$$
\newcommand{\mat}[1]{\boldsymbol {#1}}
\newcommand{\mattr}[1]{\boldsymbol {#1}^\top}
\newcommand{\matinv}[1]{\boldsymbol {#1}^{-1}}
\newcommand{\vec}[1]{\boldsymbol {#1}}
\newcommand{\vectr}[1]{\boldsymbol {#1}^\top}
\newcommand{\rvar}[1]{\mathrm {#1}}
\newcommand{\rvec}[1]{\boldsymbol{\mathrm{#1}}}
\newcommand{\diag}{\mathop{\mathrm {diag}}}
\newcommand{\set}[1]{\mathbb {#1}}
\newcommand{\norm}[1]{\left\lVert#1\right\rVert}
\newcommand{\pderiv}[2]{\frac{\partial #1}{\partial #2}}
\newcommand{\bb}[1]{\boldsymbol{#1}}
$$
# Part 6: YOLO - Objects Detection
<a id=part6></a>

In this part we will use an object detection architecture called YOLO (You only look once) to detect objects in images. We'll use an already trained model weights (v3) found here: https://github.com/ultralytics/yolov3

In [1]:
import torch
#import torchviz

device = torch.device('cuda' if torch.cuda.is_available() else 'cpu')

# Load the YOLO model
model = torch.hub.load('ultralytics/yolov3', 'yolov3')
model.to(device)
# Images
img1 = 'imgs/DolphinsInTheSky.jpg'  
img2 = 'imgs/cat-shiba-inu-2.jpg' 

Using cache found in C:\Users\maymana/.cache\torch\hub\ultralytics_yolov3_master
YOLOv3  2022-12-15 torch 1.10.1 CPU

Fusing layers... 
Model Summary: 261 layers, 61922845 parameters, 0 gradients
Adding AutoShape... 


## Inference with YOLO
<a id=part6_1></a>

You are provided with 2 images (img1 and img2).
**TODO**:
1. Detect objects using the YOLOv3 model for these 2 images.
2. Print the inference output with bounding boxes.
3. Calculate the number of pixels within a bounding box and the number in the background.
4. Look at the inference results and answer the question below.


In [2]:
#Insert the inference code here.
import cv2

#calculates total number of pixels coverd in the bounding boxes
def calculate_t_bb_n_pixels(xyxy):
    pixels = []
    for i in range(xyxy.shape[0]):
        bb = {}
        bb['xmin'] = round(xyxy[i][0].item())
        bb['ymin'] = round(xyxy[i][1].item())
        bb['xmax'] = round(xyxy[i][2].item())
        bb['ymax'] = round(xyxy[i][3].item())
        pixels += [(x, y) for y in range(bb['ymin'], bb['ymax']+1) for x in range(bb['xmin'], bb['xmax']+1)]
    pixels = list(set(pixels))
    return(len(pixels)) 

def inference(img_path):
    result = model(img_path)
    result.print()
    result.show()
    img = cv2.imread(img_path)
    height, width, _ = img.shape
    p_all_img = height*width
    p_within_bb = calculate_t_bb_n_pixels(result.xyxy[0])
    p_back = p_all_img-p_within_bb
    print(f"The number of pixels within a bounding box is {p_within_bb}")
    print(f"The number of pixels in the background is {p_back}")
    print(f"==>{(100*p_within_bb/p_all_img):.2f}% of the pixels are covered in the bounding boxes")

# img1
print("*****Image 1 Inference*****")
inference(img1)

# img2
print("*****Image 2 Inference*****")
inference(img2)



*****Image 1 Inference*****


image 1/1: 183x275 1 person, 2 birds
Speed: 15.6ms pre-process, 1053.1ms inference, 0.0ms NMS per image at shape (1, 3, 448, 640)

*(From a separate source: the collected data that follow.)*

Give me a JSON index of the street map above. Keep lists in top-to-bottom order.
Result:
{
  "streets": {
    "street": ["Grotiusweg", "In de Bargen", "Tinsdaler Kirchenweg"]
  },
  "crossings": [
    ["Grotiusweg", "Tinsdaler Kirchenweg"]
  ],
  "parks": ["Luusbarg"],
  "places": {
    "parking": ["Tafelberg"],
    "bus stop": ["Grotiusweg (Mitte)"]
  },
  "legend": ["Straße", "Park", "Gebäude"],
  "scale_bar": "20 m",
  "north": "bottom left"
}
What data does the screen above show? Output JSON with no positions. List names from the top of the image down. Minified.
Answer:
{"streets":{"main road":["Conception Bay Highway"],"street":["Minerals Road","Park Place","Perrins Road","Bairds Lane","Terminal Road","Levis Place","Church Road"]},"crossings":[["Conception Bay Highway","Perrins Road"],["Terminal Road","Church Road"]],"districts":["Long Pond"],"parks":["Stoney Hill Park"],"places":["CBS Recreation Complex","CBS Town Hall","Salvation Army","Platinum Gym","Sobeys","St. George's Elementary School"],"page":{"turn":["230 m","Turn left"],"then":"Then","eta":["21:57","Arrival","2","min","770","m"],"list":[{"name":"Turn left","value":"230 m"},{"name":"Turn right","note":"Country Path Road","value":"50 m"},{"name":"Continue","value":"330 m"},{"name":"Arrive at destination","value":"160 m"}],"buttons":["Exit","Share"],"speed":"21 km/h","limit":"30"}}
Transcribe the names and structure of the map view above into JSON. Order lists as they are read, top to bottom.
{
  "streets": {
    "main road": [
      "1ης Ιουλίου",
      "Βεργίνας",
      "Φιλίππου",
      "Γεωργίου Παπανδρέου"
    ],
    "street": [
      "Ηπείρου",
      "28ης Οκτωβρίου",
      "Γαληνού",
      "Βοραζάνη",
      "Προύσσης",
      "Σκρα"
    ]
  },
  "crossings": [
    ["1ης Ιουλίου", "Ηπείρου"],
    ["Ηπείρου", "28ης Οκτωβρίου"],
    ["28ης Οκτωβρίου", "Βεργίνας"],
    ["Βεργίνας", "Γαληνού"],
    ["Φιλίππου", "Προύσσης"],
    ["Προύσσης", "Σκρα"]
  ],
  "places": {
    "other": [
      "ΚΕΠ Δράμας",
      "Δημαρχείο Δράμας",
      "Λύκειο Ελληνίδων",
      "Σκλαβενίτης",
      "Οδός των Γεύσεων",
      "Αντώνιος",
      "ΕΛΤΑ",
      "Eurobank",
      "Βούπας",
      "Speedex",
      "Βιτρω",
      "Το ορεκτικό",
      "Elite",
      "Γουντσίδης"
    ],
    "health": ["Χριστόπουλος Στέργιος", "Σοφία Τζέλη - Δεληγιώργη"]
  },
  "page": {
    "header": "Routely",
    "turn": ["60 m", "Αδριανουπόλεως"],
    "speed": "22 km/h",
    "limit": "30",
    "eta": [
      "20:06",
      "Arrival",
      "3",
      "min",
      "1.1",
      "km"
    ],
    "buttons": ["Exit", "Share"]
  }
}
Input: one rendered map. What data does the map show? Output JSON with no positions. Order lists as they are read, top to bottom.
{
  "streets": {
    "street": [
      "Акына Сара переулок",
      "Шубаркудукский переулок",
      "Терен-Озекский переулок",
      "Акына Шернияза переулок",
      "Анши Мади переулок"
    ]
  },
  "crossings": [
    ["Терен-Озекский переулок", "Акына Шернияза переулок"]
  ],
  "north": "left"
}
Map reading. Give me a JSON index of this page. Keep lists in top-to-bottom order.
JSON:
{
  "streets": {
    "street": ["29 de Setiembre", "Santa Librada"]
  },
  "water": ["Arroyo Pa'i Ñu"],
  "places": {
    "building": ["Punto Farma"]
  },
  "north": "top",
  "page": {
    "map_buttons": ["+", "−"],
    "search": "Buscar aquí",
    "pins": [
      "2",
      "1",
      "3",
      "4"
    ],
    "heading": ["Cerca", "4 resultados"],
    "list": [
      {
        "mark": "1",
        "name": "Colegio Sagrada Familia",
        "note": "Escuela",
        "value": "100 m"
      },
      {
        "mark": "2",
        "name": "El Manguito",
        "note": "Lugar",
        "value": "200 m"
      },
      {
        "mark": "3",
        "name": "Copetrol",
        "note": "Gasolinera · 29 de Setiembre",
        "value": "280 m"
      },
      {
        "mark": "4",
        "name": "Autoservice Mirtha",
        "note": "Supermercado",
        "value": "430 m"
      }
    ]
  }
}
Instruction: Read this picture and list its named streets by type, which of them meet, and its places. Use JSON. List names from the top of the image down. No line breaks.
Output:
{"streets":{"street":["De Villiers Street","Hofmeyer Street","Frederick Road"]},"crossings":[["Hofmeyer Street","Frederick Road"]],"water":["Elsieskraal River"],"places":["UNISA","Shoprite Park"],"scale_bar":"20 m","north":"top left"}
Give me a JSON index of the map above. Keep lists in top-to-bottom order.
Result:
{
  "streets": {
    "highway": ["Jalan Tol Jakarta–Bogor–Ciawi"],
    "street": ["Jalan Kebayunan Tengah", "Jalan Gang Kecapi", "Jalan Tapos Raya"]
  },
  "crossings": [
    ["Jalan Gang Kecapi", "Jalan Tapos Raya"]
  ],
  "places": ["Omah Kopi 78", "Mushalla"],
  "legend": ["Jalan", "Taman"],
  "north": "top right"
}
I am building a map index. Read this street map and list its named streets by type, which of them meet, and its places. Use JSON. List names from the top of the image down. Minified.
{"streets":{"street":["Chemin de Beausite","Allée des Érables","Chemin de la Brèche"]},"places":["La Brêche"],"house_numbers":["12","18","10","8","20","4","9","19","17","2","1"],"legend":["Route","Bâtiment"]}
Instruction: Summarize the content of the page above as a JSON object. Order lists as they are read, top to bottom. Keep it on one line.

The number of pixels within a bounding box is 12255
The number of pixels in the background is 38070
==>24.35% of the pixels are covered in the bounding boxes
*****Image 2 Inference*****


image 1/1: 750x750 1 cat, 2 dogs
Speed: 15.6ms pre-process, 1520.0ms inference, 0.0ms NMS per image at shape (1, 3, 640, 640)


The number of pixels within a bounding box is 399019
The number of pixels in the background is 163481
==>70.94% of the pixels are covered in the bounding boxes


### Question 1

Analyze the inference results of the 2 images. 
1. How well did the model detect the objects in the pictures?
2. What can possibly be the reason for the model failures? suggest methods to resolve that issue.

In [3]:
from cs236781.answers import display_answer
import hw2.answers

display_answer(hw2.answers.part6_q1)


**Your answer:**

1.The model detected the dolphines images very bad, it didn't detect any dolphine, instead it detected two birds and one person!
The detection of the second image is not good enough too, in that image there is three dogs and one cat, but the model detected only two dogs correctly, and detected the third dog as a cat, and didn't detect the cat!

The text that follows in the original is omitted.